VIGILATE SUL SISTEMA SANITARIO. Il vescovo coraggioso usa parole inequivocabili per parlare del sistema sanitario inglese: «L’Nhs è una enorme benedizione, ma dobbiamo sempre vigilare sulle politiche, i valori, le priorità e le procedure che operano al suo interno». Il vescovo racconta l’inganno del Liverpool Care Pathway (Lcp) in voga dagli anni Novanta e abbandonato nel 2013: a quel tempo scrive di avere riconosciuto al protocollo un certo intento nobile, la cura dignitosa del morente, l’alleviamento della sofferenza e del dolore, e la cessazione di trattamenti invasivi e procedure non necessarie. Ma «ho anche espresso grande preoccupazione per l’uso sempre più frequente nei nostri ospedali, dove la pressione per risparmiare denaro e per utilizzare i letti, insieme all’emotività con cui si guardava a chi soffre, avrebbe potuto suggerire la necessità di accelerarne la morte». All’epoca i media raccontavano di pazienti a cui veniva applicato il protocollo senza che le famiglie fossero consultate, «e ho espresso riserve sull’Lcp stesso: a quei dottori veniva chiesto di dare una sentenza definitiva sulla morte del paziente e il ritiro sommario di idratazione e nutrizione».
TORNATE ALLE ORIGINI. Dobbiamo tornare alle origini, scrive Egan, al clero e ai laici della diocesi, ricordando che essere cattolici significa credere che la vita dal concepimento alla morte naturale è un dono di Dio, sacro e inviolabile, «la fragilità, il dolore e l’infermità sono sempre una prova difficile» e «dobbiamo ringraziare Dio per gli incredibili progressi nella moderna assistenza sanitaria, e non da ultimo nelle cure palliative e nella gestione del dolore fino alla fine della vita».
PREGATE PER I MEDICI. La lettera si conclude con una potente esortazione alla responsabilità su tre precisissime questioni. La prima, pregare per i medici, infermieri e operatori sanitari, chiedendo a Dio di benedire e guidare il meraviglioso e generoso lavoro che fanno, e per i malati, i morenti, quelli in ospedale e chiunque soffra di dolore mentale, emotivo o fisico, e «se un cattolico è gravemente malato, a casa, in ospedale, in una casa di cura o ovunque si trovi, per favore chiamate un sacerdote per amministrargli i sacramenti».
CHIEDETE DI MORIRE A CASA. La seconda, «se voi o una persona cara siete malati terminali, considerate la possibilità di morire a casa. Chiedete se è possibile usare farmaci che non facciano perdere la coscienza e la possibilità di pregare e comunicare con la famiglia e gli amici. Come parente prossimo, insistete per essere coinvolti nelle decisioni. Potrebbe essere opportuno chiedere al personale una seconda opinione o una nuova valutazione del trattamento. La vita, naturalmente, non può essere prolungata indefinitamente, ma non è moralmente ammissibile fino all’ultimo ritirare alimentazione e idratazione. Se il team medico sostiene che non si può fare più nulla, questo è il momento, se non già fatto, di chiamare il sacerdote per amministrare i sacramenti».

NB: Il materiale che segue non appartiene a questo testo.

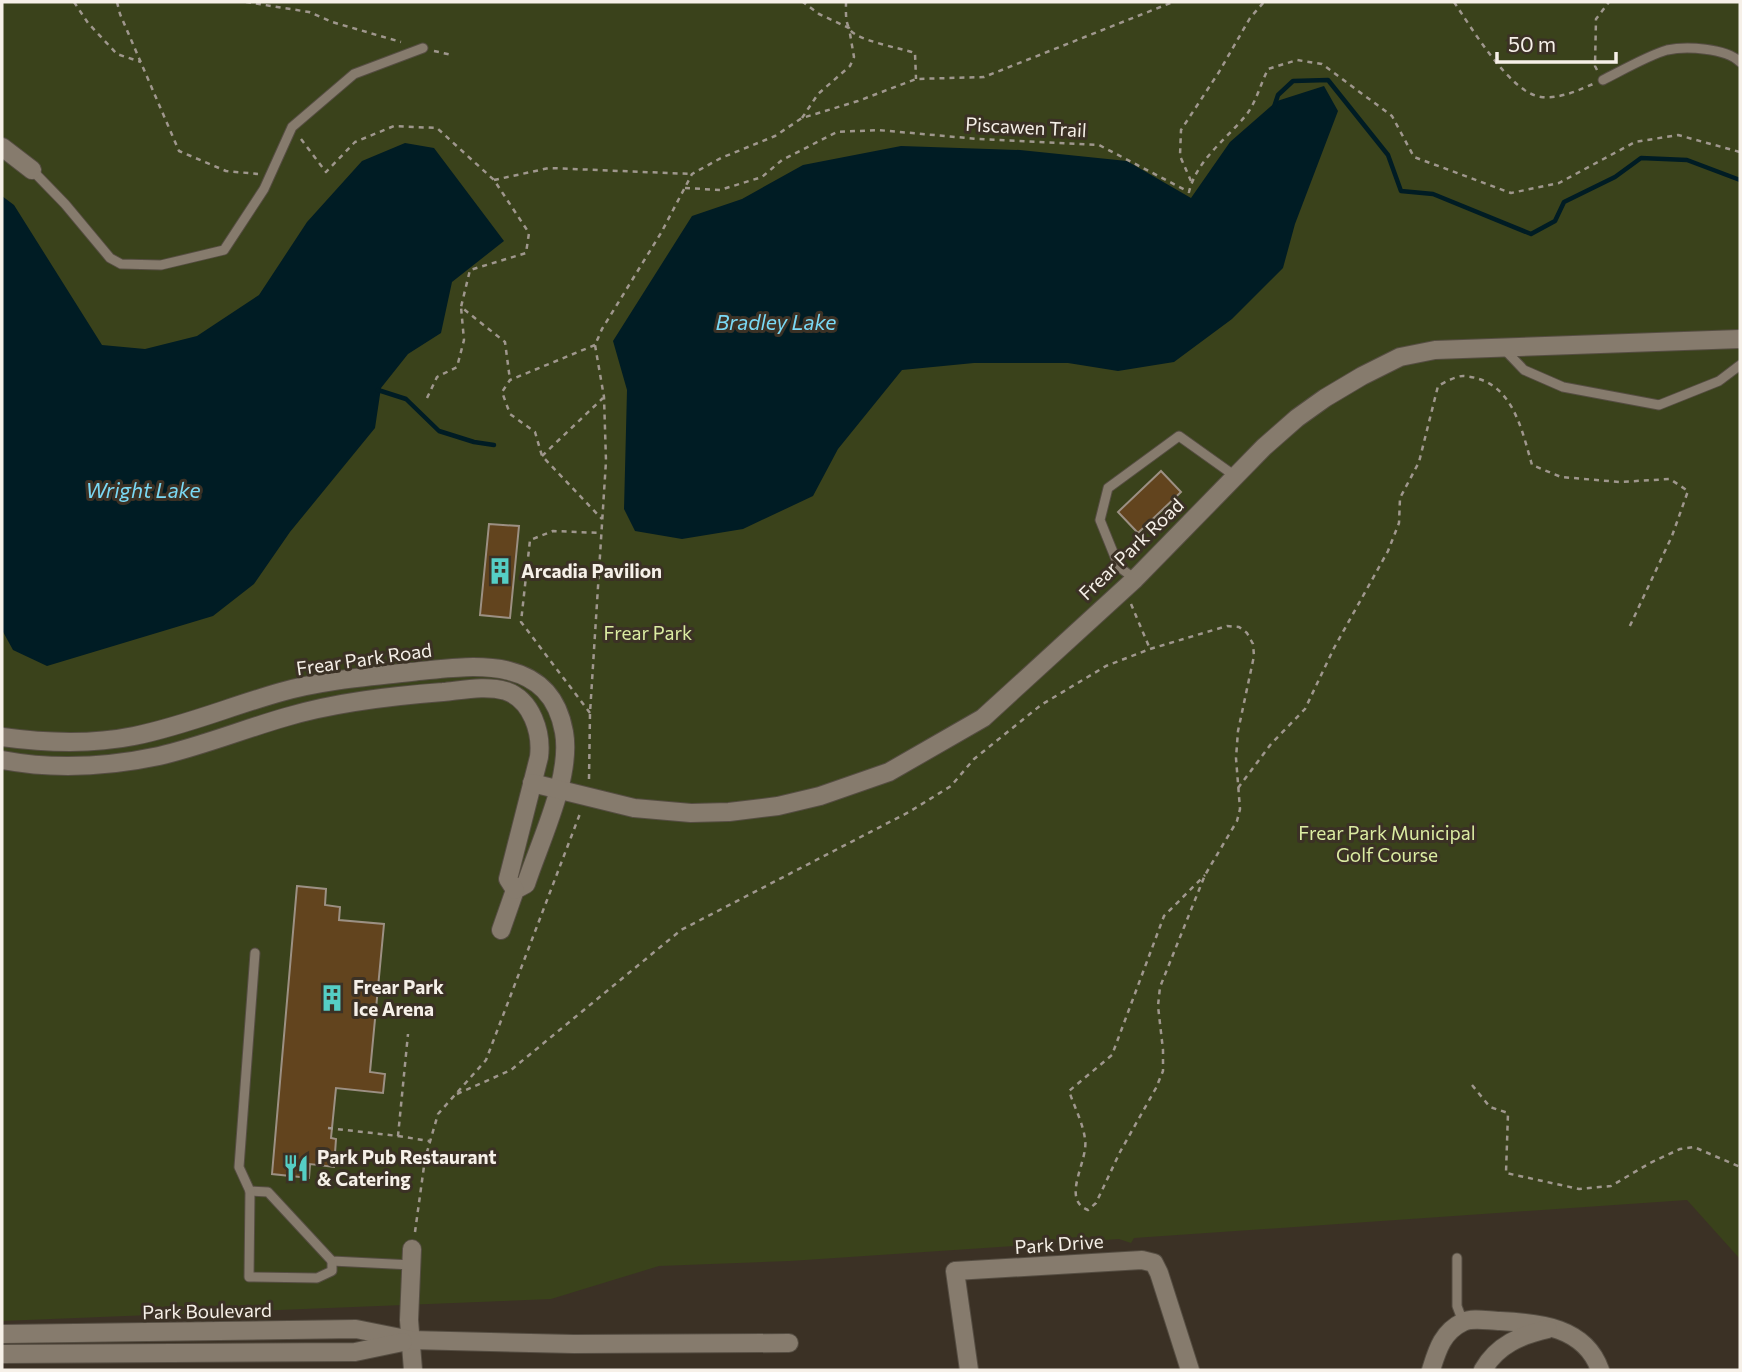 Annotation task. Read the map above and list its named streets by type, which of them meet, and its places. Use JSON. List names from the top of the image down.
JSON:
{
  "streets": {
    "street": ["Frear Park Road", "Park Drive", "Park Boulevard"],
    "path": ["Piscawen Trail"]
  },
  "water": ["Bradley Lake", "Wright Lake"],
  "parks": ["Frear Park", "Frear Park Municipal Golf Course"],
  "places": {
    "building": ["Arcadia Pavilion", "Frear Park Ice Arena"],
    "restaurant": ["Park Pub Restaurant & Catering"]
  },
  "scale_bar": "50 m"
}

LA MORTE CHE DIO HA PREPARATO PER NOI. In terzo luogo, «pregate ogni giorno voi stessi per una morte felice, cioè per morire in uno stato di grazia, aiutato dalla cura sacramentale della Madre Chiesa e sostenuto, come lo fu il Signore Gesù stesso, dalla famiglia e dagli amici. Accettiamo la morte che il Signore ha preparato per noi».